▶ [WHAT TO DO]: The lines wanted are those in the data below that include "jamBridge".

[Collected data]
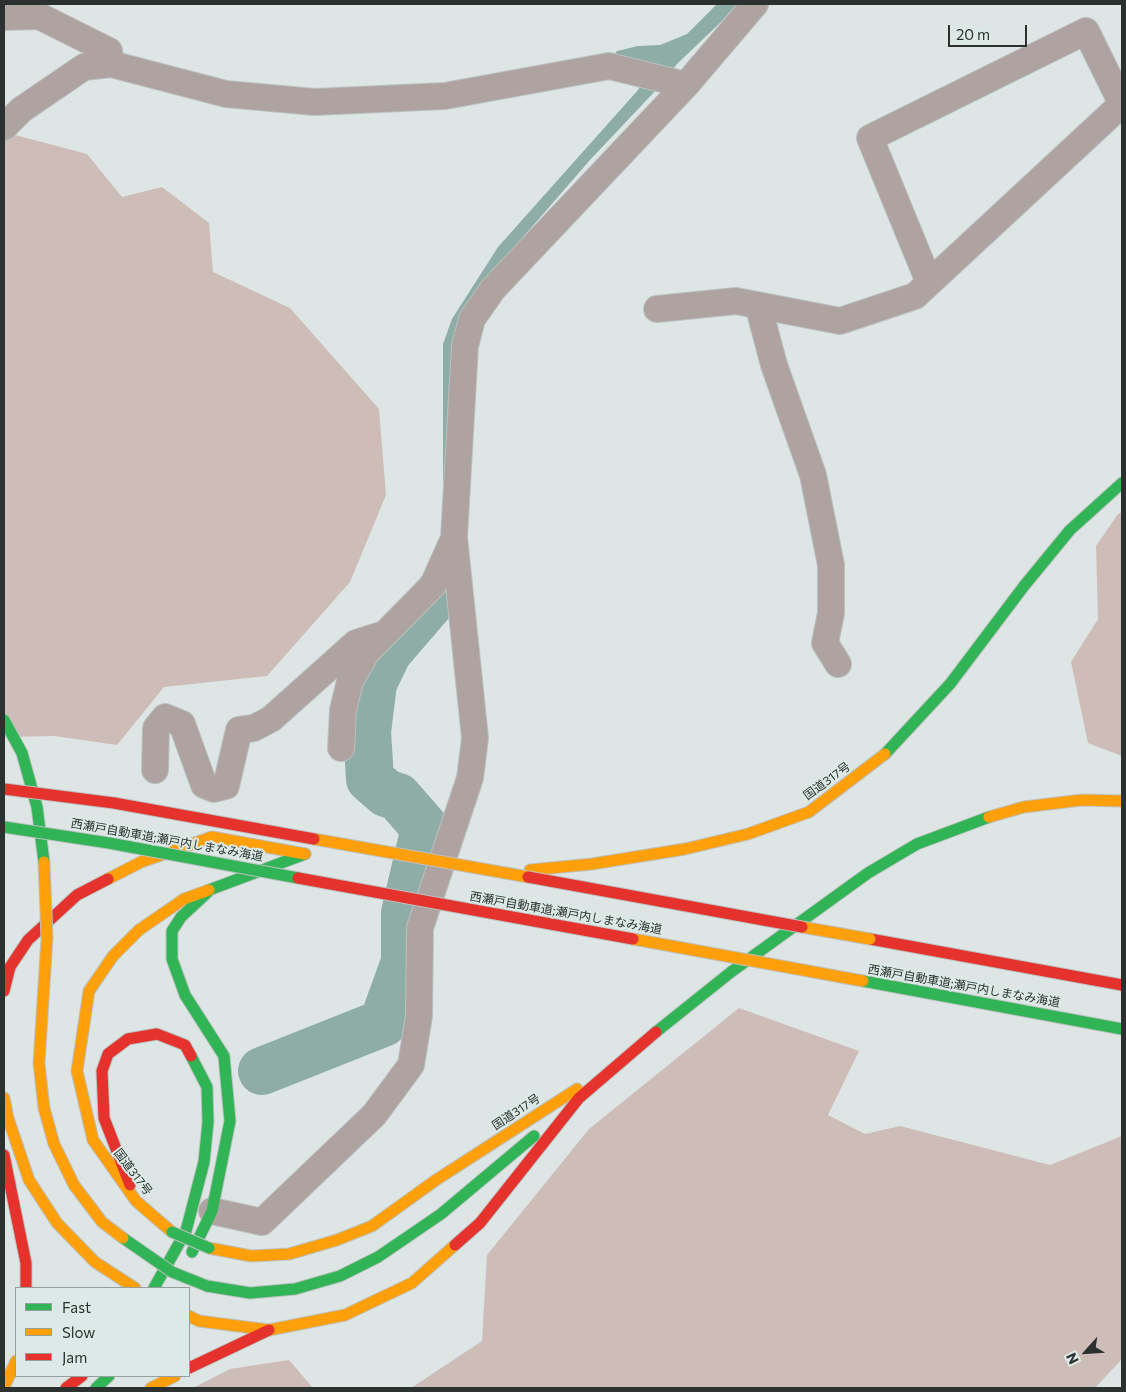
<!DOCTYPE html>
<html>
<head>
<meta charset="utf-8">
<style>
	body { margin:0 }
	#map { position:relative; width:1126px; height:1392px; overflow:hidden; background:#dee6e5; font-family:Commissioner,sans-serif }
	canvas { display:block }
	.frame { position:absolute; inset:0; border:5px solid #2b312f; pointer-events:none }
	.legend { position:absolute; left:15px; top:1287px; width:175px; height:90px; box-sizing:border-box; background:#dbeae6; border:1px solid #95a09d; margin:0; padding:6px 9px; list-style:none; font-size:15px; color:#2b312f }
	.legend li { display:flex; align-items:center; gap:10px; height:25px }
	.legend b { width:25px; border:1px solid #95a09d }
	.north { position:absolute; left:1061px; top:1327px; width:50px; height:50px; -webkit-text-stroke:4px #dbeae6; paint-order:stroke; rotate:244deg; font-size:14px; font-weight:700; line-height:20px; text-align:center; color:#2b312f }
	.north::after { content:''; display:block; margin:auto; width:18px; height:22px; background:#2b312f; clip-path:polygon(50% 0,100% 100%,50% 72%,0 100%) }
	.scale { position:absolute; left:948px; top:25px; width:79px; height:22px; box-sizing:border-box; border:2px solid #2b312f; border-top:0; padding-left:6px; font-size:15px; line-height:18px; white-space:nowrap; color:#2b312f; -webkit-text-stroke:4px #dbeae6; paint-order:stroke }
</style>
</head>
<body>
<div id="map">
<canvas width="1126" height="1392"></canvas>
<div class="frame"></div>
<ul class="legend">
<li><b style="height:6px;background:#30b455"></b>Fast</li>
<li><b style="height:6px;background:#ff9f0a"></b>Slow</li>
<li><b style="height:6px;background:#e5322d"></b>Jam</li>
</ul>
<div class="north">N</div>
<div class="scale">20 m</div>
</div>
<script>
const ctx = document.querySelector('canvas').getContext('2d');
ctx.lineJoin = 'round';
function fill(path, color) {
  ctx.fillStyle = color;
  ctx.fill(path, 'evenodd');
}
function poly(rows) {
  const path = new Path2D();
  for (const r of rows) {
    path.moveTo(r[0], r[1]);
    for (let i = 2; i < r.length; i += 2) path.lineTo(r[i], r[i + 1]);
  }
  return path;
}
function trace(path, color, width, dash) {
  ctx.strokeStyle = color;
  ctx.lineWidth = width;
  ctx.lineCap = dash ? 'butt' : 'round';
  ctx.setLineDash(dash || []);
  ctx.stroke(path);
}
function write(font, color, halo, rows, align = 'center') {
  ctx.font = font + ' Commissioner,"Noto Sans JP",sans-serif';
  ctx.lineWidth = 4;
  ctx.setLineDash([]);
  ctx.textBaseline = 'middle';
  ctx.strokeStyle = halo;
  ctx.fillStyle = color;
  for (const [text, x, y, turn = 0] of rows) {
    ctx.save();
    ctx.translate(x, y);
    ctx.rotate((+turn || 0) * Math.PI / 180);
    ctx.textAlign = isNaN(turn) ? turn : align;
    if (halo) ctx.strokeText(text, 0, 0);
    ctx.fillText(text, 0, 0);
    ctx.restore();
  }
}
const forest = poly([
	[4,132,87,154,122,197,162,187,209,223,213,272,290,308,379,409,386,495,350,582,267,676,164,687,117,745,54,736,4,737],
	[1122,512,1122,756,1088,743,1071,662,1098,619,1096,546,1118,514],
	[739,1008,859,1051,828,1115,865,1134,900,1126,1050,1165,1122,1136,1122,1359,1095,1388,411,1388,482,1341,487,1255,589,1129],
	[289,1360,313,1388,193,1388,230,1369]
]);
const water = poly([
	[717,4,737,4,722,21,677,64,658,88,590,160,492,273,443,510,443,344,452,319,498,247,638,90,651,69,650,63,613,56,617,51,638,46,660,45,687,34]
]);
const river = poly([
	[262,1071,383,1023,405,962,405,913,425,828,398,797,386,793,370,779,367,732,373,683,388,652,444,587]
]);
const street = poly([
	[4,17,39,16,109,51,111,64],
	[4,127,21,110,84,67,111,64,226,94,315,102,445,96,609,66,686,85],
	[929,282,870,138,1086,31,1122,104],
	[758,305,774,365,813,475,831,565,831,613,825,643,838,664],
	[657,309,736,301,840,321,915,296,1122,104],
	[341,748,343,710,350,681,366,653,433,585,454,538],
	[155,770,156,728,165,717,182,724,204,785,214,789,226,786,239,730,254,728,271,719,356,643,384,634],
	[212,1211,262,1222,374,1115,411,1065,419,1016,420,928,470,778,475,738,454,537,465,346,472,319,493,289,686,85,755,4]
]);
const fast = poly([
	[4,720,22,753,37,807,44,862],
	[885,754,950,684,1024,586,1070,530,1122,483],
	[209,890,305,854],
	[863,981,1122,1029],
	[656,1032,731,972,868,873,917,844,989,817],
	[192,1252,212,1211,230,1121,224,1056,185,995,172,959,172,931,181,917,208,892],
	[207,1286,250,1293,295,1289,340,1276,378,1257,441,1214,534,1136],
	[154,1288,186,1231,204,1162,208,1122,207,1087,191,1056],
	[96,1388,109,1376]
]);
const slow = poly([
	[989,817,1024,807,1082,800,1122,801],
	[530,870,592,864,685,849,748,834,809,812,885,754],
	[108,879,141,862,212,837,305,854],
	[4,1098,8,1118,29,1180,57,1223,95,1262,135,1288],
	[172,1232,136,1201,93,1140,77,1071,89,991,113,956,139,930,184,899,209,890],
	[209,1248,251,1256,289,1254,337,1240,372,1226,436,1180,577,1089],
	[189,1316,199,1321,269,1330,345,1315,412,1283,455,1245],
	[4,1387,16,1361],
	[151,1388,175,1376]
]);
const jam = poly([
	[870,939,1122,985],
	[4,991,10,967,28,940,77,895,108,879],
	[4,1155,26,1263,26,1288],
	[130,1185,104,1118,102,1071,108,1054,128,1039,157,1034,185,1045,191,1056],
	[455,1245,480,1223,579,1098,656,1032],
	[189,1368,269,1330],
	[66,1388,82,1376]
]);
const fastBridge = poly([
	[4,827,109,843,298,878],
	[172,1232,209,1248],
	[123,1238,172,1272,207,1286]
]);
const slowBridge = poly([
	[314,839,528,877],
	[44,862,47,938,39,1063,44,1108,54,1144,74,1185,102,1222,123,1238],
	[802,927,870,939],
	[633,939,863,981]
]);
const jamBridge = poly([
	[4,789,114,803,314,839],
	[528,877,802,927],
	[298,878,633,939]
]);
const streetNames = [
	["国道317号",827,781,-36],
	["西瀬戸自動車道;瀬戸内しまなみ海道",167,840,10],
	["西瀬戸自動車道;瀬戸内しまなみ海道",566,913,10],
	["西瀬戸自動車道;瀬戸内しまなみ海道",964,986,10],
	["国道317号",516,1112,-33],
	["国道317号",133,1172,53]
];
fill(forest, '#cebcb8');
fill(water, '#8eada6');
trace(river, '#8eada6', 48);
trace(street, '#bbc1c0', 28);
trace(fast, '#bbc1c0', 13);
trace(slow, '#bbc1c0', 13);
trace(jam, '#bbc1c0', 13);
trace(street, '#aea3a1', 26);
trace(fast, '#30b455', 11);
trace(slow, '#ff9f0a', 11);
trace(jam, '#e5322d', 11);
trace(fastBridge, '#bbc1c0', 13, []);
trace(slowBridge, '#bbc1c0', 13, []);
trace(jamBridge, '#bbc1c0', 13, []);
trace(fastBridge, '#30b455', 11);
trace(slowBridge, '#ff9f0a', 11);
trace(jamBridge, '#e5322d', 11);
write('12px', '#2b312f', '#dbeae6', streetNames);
</script>
</body>
</html>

▶ [EXERCISE RESULT]:
const jamBridge = poly([
trace(jamBridge, '#bbc1c0', 13, []);
trace(jamBridge, '#e5322d', 11);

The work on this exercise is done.